The reviewed sources shed light on two peculiar trends on the UK job market. Despiite the fact the number of vacancies dwindle and the unemployment rates are rising, people do not hesitate to change jobs causing surges in the turnover rates as well. It appears that employee retention strategies should be complex and multifaceted to be effective. The majority of surveys showed that employee retention efforts were not confined to remuneration but expanded to include professional development opportunities, fringe benefits, and work-life balance. Overall, trends in employee retention are consistent with the reasons why employees quit, though some causes are especially challenging to tackle.
This review uncovered several practices that are fundamental to effective employee retention. The following recommendations may help various stakeholders reduce turnover rates and improve engagement and retention of the most valued employees of the organizations. Stakeholders are individuals who have interests or are affected by a project. The primary stakeholders for this report include the executive management team, senior HR personnel, line managers, employees, and business partners.
Track Employee Turnover
The CIPD survey established that many organizations do not measure or track staff turnover. Moreover, the higher cost of turnover coupled with the intensified competition for top talent and persistent skills shortages provide strong justification for tracking turnover. Analyzing the nature and extent of turnover in the organization can help understand the main drivers of staff quits. Diagnosing the root causes of this problem will enable HR and management to design, implement, and evaluate data-informed strategies for reducing turnover and improving retention in ways that meet the company’s unique needs.
Develop Skills In-House
This suggestion is premised on the strong desire for learning and development opportunities. Lack of opportunities for career advancement was consistently identified as a strong predictor of turnover (Chartered Institute of Personnel and Development., 2020; Work Institute, 2019). The organization should focus its retention strategy more on developing its existing workforce to overcome the current skills shortages. Improving workers’ skills and abilities will enable HR to fill positions that are hard to recruit, including professionals and specialists.

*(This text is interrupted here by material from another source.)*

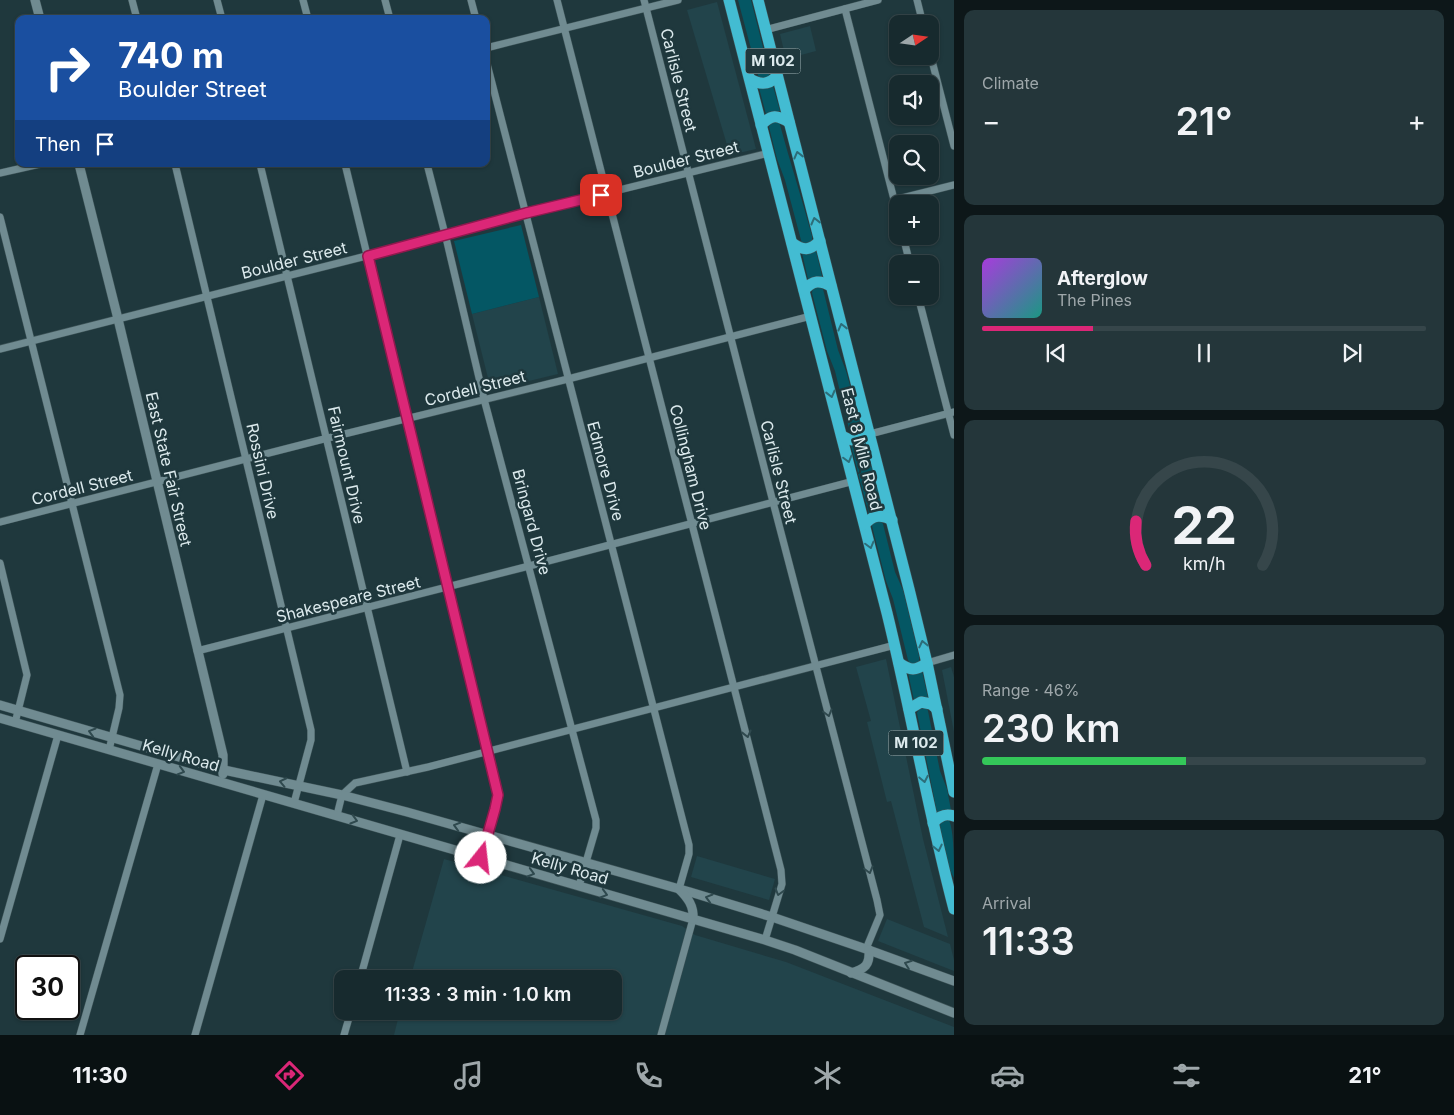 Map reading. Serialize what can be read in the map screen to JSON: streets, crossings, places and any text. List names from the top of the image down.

Offer Competitive Pay and Benefits
The desire for a pay rise and increased benefits emerged as a major factor that influences employees to change jobs. Chopra (2018) stressed that workers want to be compensated well in order to cover basic expenses, such as housing, food, medication, and utilities, as well as extras. In this regard, by failing to pay its workers well, the organization will be planning to lose its valued talent to its competitors.

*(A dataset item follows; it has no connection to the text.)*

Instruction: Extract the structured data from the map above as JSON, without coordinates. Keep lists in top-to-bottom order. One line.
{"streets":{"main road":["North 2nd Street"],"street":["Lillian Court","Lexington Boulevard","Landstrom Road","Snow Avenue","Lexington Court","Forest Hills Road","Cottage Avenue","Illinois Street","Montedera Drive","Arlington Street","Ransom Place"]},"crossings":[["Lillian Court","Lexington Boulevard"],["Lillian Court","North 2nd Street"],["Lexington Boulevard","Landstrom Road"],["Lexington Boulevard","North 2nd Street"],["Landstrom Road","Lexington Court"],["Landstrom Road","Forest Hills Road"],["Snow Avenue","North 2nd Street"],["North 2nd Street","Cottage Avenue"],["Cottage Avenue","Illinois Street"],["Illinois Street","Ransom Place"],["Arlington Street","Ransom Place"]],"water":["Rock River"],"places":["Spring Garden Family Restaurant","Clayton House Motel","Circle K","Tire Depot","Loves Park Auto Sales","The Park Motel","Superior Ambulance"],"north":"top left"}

Create Flexible Work Arrangements
The importance of flexible work schedules cannot be underestimated, especially considering that employees are increasingly exercising more control over turnover decisions. Allowing flexible work schedules will enable workers to balance their job and life responsibilities. Flexible lunchtimes, working from home, telecommuting, condensed workweeks, job sharing, and part-time positions will enhance job satisfaction and reduce job-related distractions, consequently increasing employee retention and lowering turnover.